Bottle banks have replaced kerbside pickups. Photo/Andrew Warner
Bottle banks have replaced kerbside pickups. Photo/Andrew Warner
Tauranga City Council's elected members gave themselves a big pat on the back on Wednesday for their swift move towards taking over the city's glass recycling collection.
Their decision - subject to community feedback - came in an extraordinary* meeting on Wednesday, a mere week after the commercial sector stoppedaccepting glass in recycling bins across the Western Bay on March 1.
A week is a whip-fast reaction in council time. But do they really deserve credit for speed?
The council got out of the kerbside pick-up game 25 years ago, leaving most of Tauranga's waste collection eggs in the commercial sector's basket without so much as a bylaw requiring them to collect glass.
So when Waste Management announced in November they would replace kerbside glass recycling collection with the sanctimoniously-named Bins for Better Communities, we all just had to like it or lump it.
The community outrage took a while to heat up but what we have seen in the last few weeks was surely entirely predictable: lots of time-poor people just aren't keen on regularly schlepping clattering boxes containing the evidence of how much sav they've been drinking to the Community-Bettering Bins.
That goes doubly for those many unlucky residents, many rural, who don't have a convenient set of Bins With Which To Better Their Community.
The council heard on Wednesday that many schools and supermarkets had declined to host the bins due to health and safety concerns around increased traffic and broken glass.
Let's hope those community groups and businesses who have stepped up to host bins report some good earnings or they too might decide it's not worth the hassle.

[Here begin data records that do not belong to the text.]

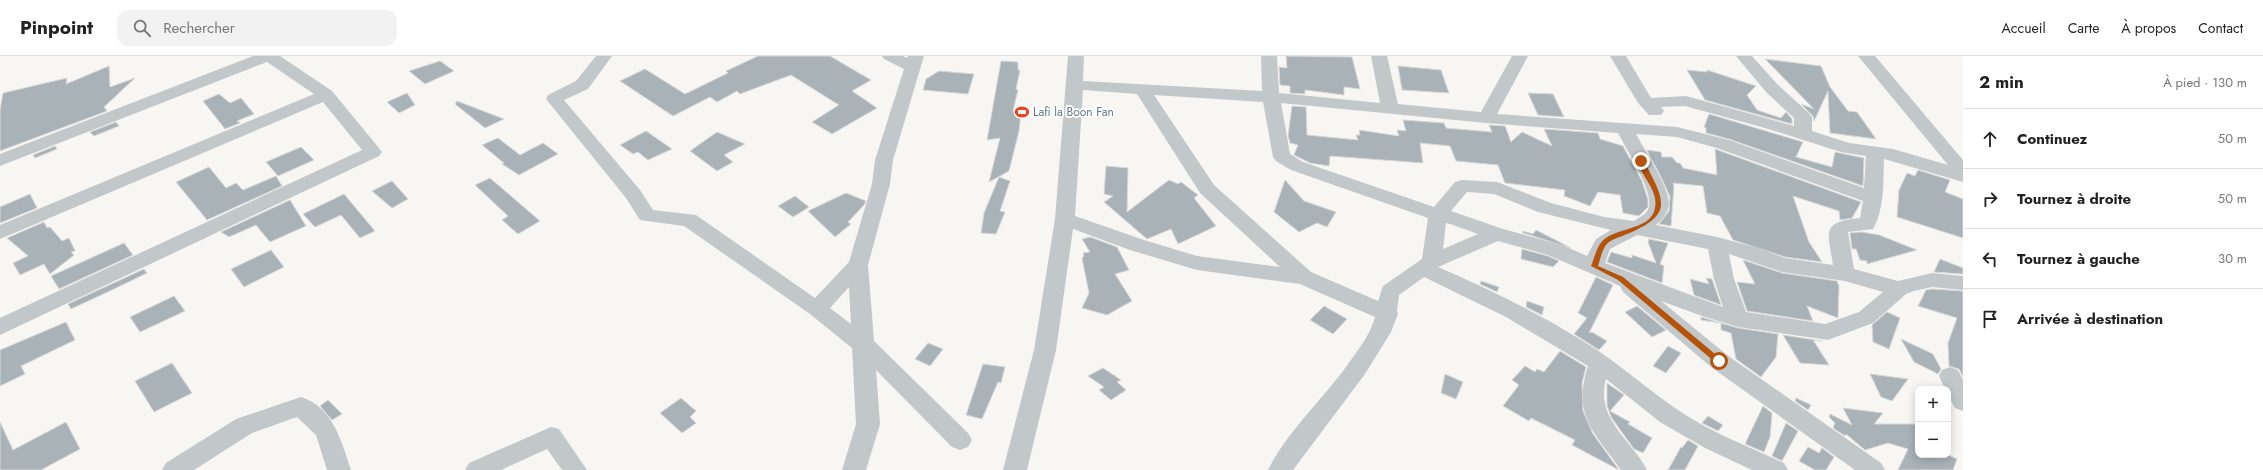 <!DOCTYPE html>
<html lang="fr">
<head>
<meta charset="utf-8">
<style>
	body { margin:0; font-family:Jost,sans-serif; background:#f2f2f2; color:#222 }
	.controls { position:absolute; right:12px; bottom:12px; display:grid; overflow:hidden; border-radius:8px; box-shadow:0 2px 10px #0003 }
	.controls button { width:36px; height:36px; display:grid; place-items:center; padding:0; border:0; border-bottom:1px solid #e0e0e0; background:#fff; color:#222; font:20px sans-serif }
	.stop { position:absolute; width:12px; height:12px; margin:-9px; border:3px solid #b45309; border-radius:50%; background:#fff }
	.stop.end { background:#b45309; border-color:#fff; box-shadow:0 1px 4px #0008 }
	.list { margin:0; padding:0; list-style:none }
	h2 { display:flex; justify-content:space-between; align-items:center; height:52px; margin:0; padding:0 16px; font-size:17px }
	h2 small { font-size:13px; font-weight:400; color:#767676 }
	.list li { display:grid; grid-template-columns:26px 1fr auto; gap:12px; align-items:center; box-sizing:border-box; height:60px; padding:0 16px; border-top:1px solid #e0e0e0 }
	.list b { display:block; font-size:15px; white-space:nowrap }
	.list em { font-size:13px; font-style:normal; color:#767676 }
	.icon { flex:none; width:22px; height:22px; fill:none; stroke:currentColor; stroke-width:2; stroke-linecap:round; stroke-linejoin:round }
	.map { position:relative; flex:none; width:1963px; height:414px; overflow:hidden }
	header { display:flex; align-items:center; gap:24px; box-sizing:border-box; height:56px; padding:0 20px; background:#fff; border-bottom:1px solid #e0e0e0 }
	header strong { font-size:19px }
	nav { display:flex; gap:22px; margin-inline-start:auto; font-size:14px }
	.search { width:280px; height:36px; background:#f2f2f2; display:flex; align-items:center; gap:10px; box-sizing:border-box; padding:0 14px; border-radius:12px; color:#767676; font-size:15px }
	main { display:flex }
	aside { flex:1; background:#fff }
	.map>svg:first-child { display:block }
	.building { fill:#a8b2b7; stroke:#d8d8d6 }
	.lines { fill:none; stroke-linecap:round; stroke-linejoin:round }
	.minor { fill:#c2c7c9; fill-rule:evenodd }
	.route { fill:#b45309 }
	.labels { text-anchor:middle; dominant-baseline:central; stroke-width:4; stroke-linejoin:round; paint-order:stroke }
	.poi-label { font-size:12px; fill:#657985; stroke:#fff; text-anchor:start }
</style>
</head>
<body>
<header>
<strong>Pinpoint</strong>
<div class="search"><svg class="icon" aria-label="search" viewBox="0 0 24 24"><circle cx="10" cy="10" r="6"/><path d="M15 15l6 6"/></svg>Rechercher</div>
<nav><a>Accueil</a><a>Carte</a><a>À propos</a><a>Contact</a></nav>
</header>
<main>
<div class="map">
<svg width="1963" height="414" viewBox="0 0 1963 414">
	<rect width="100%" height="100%" fill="#f7f6f3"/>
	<g class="building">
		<path d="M758 0H830L871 24 852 35 877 52 832 78 812 66 839 49 791 19 740 38 737 35 717 46 710 41 673 60 620 25 645 13 685 38 728 17 726 15Z"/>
		<path d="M1286 0 1352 1 1360 33 1344 31V39L1305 34V38L1290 37V30L1280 29 1279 11 1287 12Z"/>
		<path d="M1765 3 1821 10 1830 31 1848 55 1857 56 1876 83 1830 77 1828 35 1814 65 1813 60 1801 48 1814 53Z"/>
		<path d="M440 5 454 15 425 28 409 15Z"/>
		<path d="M1001 5 1018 6V14H1020L1016 33 1018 34 1013 55 1021 56 1019 75 1009 115 989 126 1000 82 987 84Z"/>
		<path d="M109 10 110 31 135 22 104 51 107 55 0 95V54L3 37 67 22 66 28Z"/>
		<path d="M1398 10 1441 14 1449 37 1402 34Z"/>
		<path d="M1687 14 1707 16V14L1756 30 1747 39 1757 54 1781 62 1786 56 1792 63V68L1705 44Z"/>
		<path d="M939 15 974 18 968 38 923 34 926 23Z"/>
		<path d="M407 37 415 49 399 57 387 46Z"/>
		<path d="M1528 37 1553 38 1564 61 1538 59Z"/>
		<path d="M219 38 230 47 241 42 254 58 237 65 240 67 225 73 203 45Z"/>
		<path d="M457 45 504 63 485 72 455 48Z"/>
		<path d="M1292 50 1306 51 1307 79 1358 84 1356 79H1360L1359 74 1399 80 1397 74 1406 75 1403 64 1444 67 1446 72 1492 76 1489 69 1505 70 1511 86 1522 76 1552 90 1544 73 1598 77 1600 83 1623 90 1642 125 1648 144V151L1639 160 1623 157 1620 139 1598 136 1590 150 1564 140 1565 134 1505 127 1498 109 1456 105 1450 90 1420 87 1423 107 1330 100 1329 110 1310 107 1294 99 1298 89 1290 87 1288 80Z"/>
		<path d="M1709 58 1803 86 1796 101 1832 111 1835 96 1864 102 1863 130 1729 83 1706 77V72L1704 71Z"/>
		<path d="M116 66 119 70 94 80 90 76Z"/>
		<path d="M646 75 672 93 648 104 638 96 633 98 620 89Z"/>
		<path d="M717 76 745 88 724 99 733 106 717 115 690 95Z"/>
		<path d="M498 82 520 99 543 87 558 98 519 119 502 108 504 107 482 89Z"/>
		<path d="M55 90 57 93 35 102 33 99Z"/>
		<path d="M301 91 314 104 278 120 266 106Z"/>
		<path d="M1715 93 1861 146 1852 162 1840 164 1839 155 1793 140 1809 186 1822 206 1785 201 1733 184 1720 160 1707 157 1703 130 1673 127 1674 130 1671 170 1659 168 1669 155 1670 141 1662 123 1647 94 1661 96 1662 101H1672L1677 107H1680L1683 112 1717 119Z"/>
		<path d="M1106 110 1128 112 1127 156 1169 124 1178 128 1181 126 1198 139 1194 142 1216 170 1178 188 1171 173 1147 183 1104 146 1113 140 1104 138Z"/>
		<path d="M209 111 226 132 236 127 243 134 276 120 282 130 207 164 176 126Z"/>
		<path d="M1918 114 1950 124 1945 136 1963 143V182L1897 161 1899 134 1907 117 1915 120Z"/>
		<path d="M999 121 1010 125 1000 155 1005 156 996 178 981 177 984 157Z"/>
		<path d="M490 122 540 165 518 178 502 164 508 160 475 129Z"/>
		<path d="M1285 124 1304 145 1336 156 1327 171 1317 167 1299 176 1274 156Z"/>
		<path d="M392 125 408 143 392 152 372 135Z"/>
		<path d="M846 137 866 145 864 149 848 166 851 168 835 181 808 155Z"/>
		<path d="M30 138 37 152 0 167V151Z"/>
		<path d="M344 138 375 175 360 182 341 159 315 171 303 158Z"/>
		<path d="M795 140 809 151 793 161 778 150Z"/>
		<path d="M290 144 306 170 270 186 256 169 229 181 221 176Z"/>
		<path d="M44 166 47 172 50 171 62 185 69 182 75 195 71 196 74 199 50 218 44 208 20 219 13 207 28 200 7 182Z"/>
		<path d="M1536 174 1571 192 1523 177V175L1533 178Z"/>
		<path d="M1862 176 1879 179 1917 194 1867 208V205L1860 204 1856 193H1852L1850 177Z"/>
		<path d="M1090 181 1117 191 1129 214 1115 218 1132 245 1107 259 1082 252 1089 237 1082 202 1084 200 1083 197 1090 196 1082 183Z"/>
		<path d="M1649 183 1668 187 1660 208 1664 210 1662 227 1607 206 1611 196 1632 202V199L1656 207 1648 186Z"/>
		<path d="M124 187 133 199 59 233 51 220Z"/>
		<path d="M1522 193 1548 200 1559 205 1553 211 1521 203Z"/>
		<path d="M271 194 284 211 244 231 231 213Z"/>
		<path d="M1940 203 1963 212V218L1934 216Z"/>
		<path d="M1743 204 1782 217 1837 225 1839 230 1838 262 1807 250 1813 265 1747 255 1737 226 1755 228Z"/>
		<path d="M144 213 147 217 114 233 71 253 68 248Z"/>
		<path d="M1596 221 1613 229 1589 277 1592 276 1607 285 1599 294 1574 278 1587 262 1578 257Z"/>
		<path d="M1706 222 1712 223 1721 249 1694 239 1690 223 1709 228Z"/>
		<path d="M1481 225 1499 231 1497 236 1480 228Z"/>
		<path d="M1932 233 1963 235V321L1959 313 1949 310 1948 287 1957 262 1918 250 1926 234Z"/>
		<path d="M174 240 185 255 140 276 130 261Z"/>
		<path d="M1527 245 1544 251 1542 259 1526 251Z"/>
		<path d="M1324 250 1347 263 1333 278 1310 264Z"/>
		<path d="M1637 250 1666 274 1652 281 1625 256Z"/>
		<path d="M1887 256 1900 262 1889 293 1873 286 1872 269Z"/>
		<path d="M1701 261 1738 272 1778 278 1776 301 1761 321 1736 303 1731 277 1721 274V267L1701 264Z"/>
		<path d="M66 266 75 284 21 310 25 318 0 330V294Z"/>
		<path d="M1783 279 1822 285 1813 284 1829 309 1800 307Z"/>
		<path d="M1901 283 1933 298 1941 313 1938 318 1914 306Z"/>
		<path d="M928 287 943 293 930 310 915 303Z"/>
		<path d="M1668 290 1681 297 1666 317 1653 310Z"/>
		<path d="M1560 295 1586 311 1582 327 1583 355 1593 378 1619 414 1572 389 1575 384 1531 362 1529 365 1503 350 1519 329 1512 324 1525 310 1535 316 1537 313 1544 316Z"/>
		<path d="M172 307 192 337 154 356 135 325Z"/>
		<path d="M983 308 1005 311 1001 327 998 326 982 363 966 359Z"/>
		<path d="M1103 312 1121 324 1117 326 1126 334 1111 344 1099 334 1104 331 1088 320Z"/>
		<path d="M1445 318 1463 326 1456 343 1441 337Z"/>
		<path d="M1870 318 1908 323 1892 345 1881 341Z"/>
		<path d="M1607 327 1624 339 1610 355 1630 366 1628 368 1652 382 1643 397 1634 393 1611 361 1607 349Z"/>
		<path d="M681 342 696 355 690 361 696 367 682 377 660 357Z"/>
		<path d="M1796 342 1811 349 1808 354 1795 345Z"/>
		<path d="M328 344 342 358 332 364 320 350Z"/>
		<path d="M1763 350 1772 357 1770 381 1764 396 1745 388Z"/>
		<path d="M1843 352 1883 357 1874 368H1918V399H1948L1957 403 1953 414H1898L1908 393 1888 387 1865 394 1846 378 1845 380 1833 372 1835 367 1829 361 1830 358 1852 369Z"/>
		<path d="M1708 360 1723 369 1718 375 1702 367Z"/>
		<path d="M0 366 13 394 66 366 80 393 41 414H0Z"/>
		<path d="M1786 367 1798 375 1782 405 1772 400Z"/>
		<path d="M1688 384 1698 390 1685 414H1668L1681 391 1682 392Z"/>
		<path d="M1808 391 1819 397 1822 392 1834 401 1826 414H1815L1799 405Z"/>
	</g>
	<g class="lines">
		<g class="minor">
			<path d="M253 0H280L332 35 379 92 382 96 379 100 0 279V262L362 94 323 46 0 183V169L314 38 267 6 0 110V98Z"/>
			<path d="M596 0H612L588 33 564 44 640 134 653 154 696 159 815 242 849 206 872 128 875 104 904 13 884 3 882 0H903L907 2 908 0H924L893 104 890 128 868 209 874 285 968 377 972 384 968 391 960 394 952 391 876 314 880 368 866 414H842L856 368 852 292 810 258 684 170 640 164 626 142 546 43 548 39 576 25ZM849 231 851 268 830 252Z"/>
			<path d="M1068 0H1084L1083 25 1262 35 1261 0H1277L1279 37 1380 47 1371 0H1387L1398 48 1481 56 1512 0H1528L1497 58 1677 71 1729 84 1864 132 1866 100 1841 96 1765 72 1685 50 1661 51 1664 55 1661 59H1649L1638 47 1610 0H1626L1651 42 1686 40 1794 70V62L1766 36 1736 0H1752L1778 29 1809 57 1812 61V75L1849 87 1893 93 1948 109 1858 0H1875L1963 104V126L1884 103C1883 126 1885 152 1873 173L1848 176 1854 213 1898 225 1932 217 1963 220V234L1932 231 1914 235 1906 238 1873 267 1828 284 1738 271 1702 260 1661 245 1727 299 1881 407 1885 414H1855L1711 311 1623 236 1620 230 1548 199 1498 185 1438 211C1489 233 1539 257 1586 287 1622 309 1653 339 1689 361 1719 380 1752 392 1784 407L1788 414H1752L1705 392 1660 366 1606 323C1595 363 1631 383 1647 414H1621C1594 376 1572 360 1588 310L1506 261 1424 221 1399 239 1397 255 1398 258 1391 276 1365 318 1293 414H1268C1289 372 1327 340 1353 301 1362 289 1371 276 1375 261L1300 228 1197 214 1130 194 1073 173 1056 294 1027 414H1003L1034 294 1055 163ZM1083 34 1137 38 1200 137 1280 211 1197 200 1144 184 1075 160ZM1154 39 1263 46 1273 101 1276 105 1291 114 1428 162 1422 203 1383 230 1378 245 1311 216 1214 129ZM1281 47 1486 67 1618 77C1626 93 1653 134 1649 151 1647 158 1640 161 1634 165L1604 161 1551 147 1497 126 1462 124 1455 126 1434 151 1303 106 1290 98ZM1636 78 1677 81 1717 92 1863 145 1860 162C1820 166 1828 176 1833 209L1785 202 1758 192 1717 181 1656 169C1662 164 1668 157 1669 148 1670 133 1644 93 1636 78ZM1467 136 1494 138 1538 156 1611 174 1596 183 1587 200 1562 189 1503 173 1451 155ZM1446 167 1450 168 1478 178 1443 193ZM1637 179 1708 193 1714 223 1723 251 1605 207 1610 193ZM1729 198 1782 216 1845 225 1883 236 1859 256 1825 268 1746 256 1734 223Z"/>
			<path d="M1950 311 1958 314 1963 324V355L1955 352 1948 339V333H1945L1939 320 1942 314Z"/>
			<path d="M301 341C333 351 342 386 351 414H327L316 379 297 361 252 377 194 414H162L166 407 236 363Z"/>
			<path d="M551 371 559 373 587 414H562L547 393 501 414H465L469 407Z"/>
		</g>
	</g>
	<path class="route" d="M1639 104 1644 105C1664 144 1675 158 1627 178 1621 181 1610 183 1606 189 1602 194 1600 204 1598 210L1623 221 1721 303V307H1716L1618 224 1591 210C1594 203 1596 194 1600 188 1612 170 1651 176 1655 152 1659 132 1638 119 1639 104Z"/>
	<defs>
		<symbol id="stadium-bare" viewBox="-9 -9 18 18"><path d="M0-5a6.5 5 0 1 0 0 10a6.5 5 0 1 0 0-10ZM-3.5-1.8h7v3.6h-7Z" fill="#e64424" stroke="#fff" stroke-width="2.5" paint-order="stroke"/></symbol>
	</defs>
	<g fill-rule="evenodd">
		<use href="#stadium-bare" x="1012" y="46" width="20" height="20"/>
	</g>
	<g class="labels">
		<g class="poi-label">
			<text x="1033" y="56">Lafi la Boon Fan</text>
		</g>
	</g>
</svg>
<div class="controls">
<button>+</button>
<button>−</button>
</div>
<div class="stop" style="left:1719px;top:305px"></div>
<div class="stop end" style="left:1641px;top:105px"></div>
</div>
<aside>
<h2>2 min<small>À pied · 130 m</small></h2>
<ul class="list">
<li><svg class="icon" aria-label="ahead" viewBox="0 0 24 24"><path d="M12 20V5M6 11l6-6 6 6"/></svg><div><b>Continuez</b></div><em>50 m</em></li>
<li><svg class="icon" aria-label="right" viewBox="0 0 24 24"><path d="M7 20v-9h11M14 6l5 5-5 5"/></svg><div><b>Tournez à droite</b></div><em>50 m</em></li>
<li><svg class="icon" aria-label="left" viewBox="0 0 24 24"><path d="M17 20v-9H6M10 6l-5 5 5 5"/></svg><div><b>Tournez à gauche</b></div><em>30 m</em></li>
<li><svg class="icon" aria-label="arrive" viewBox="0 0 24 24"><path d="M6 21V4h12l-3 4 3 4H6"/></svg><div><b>Arrivée à destination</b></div></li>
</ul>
</aside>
</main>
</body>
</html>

The schlepping is annoying enough when I only have to go down the road to the Four Square, never mind a transfer station.
On Wednesday councillors reviewed a list of what some other councils do about glass. Every one of the authorities reviewed had some sort of kerbside collection service.
It's expected.
Like many others, I feel I've lost a service that should be standard-issue and is ultimately the council's responsibility.
Because if anyone thought those of us who were quite happy to pay to farm this job off to someone else would be equally happy with the much-less convenient Bins for Better Communities offering, they were kidding themselves.
*Extraordinary in the technical sense that it was a late addition to the meeting schedule, not that it was particularly noteworthy, unless you really enjoy councillors' childhood stories about collecting bottles to sell for "thrupence".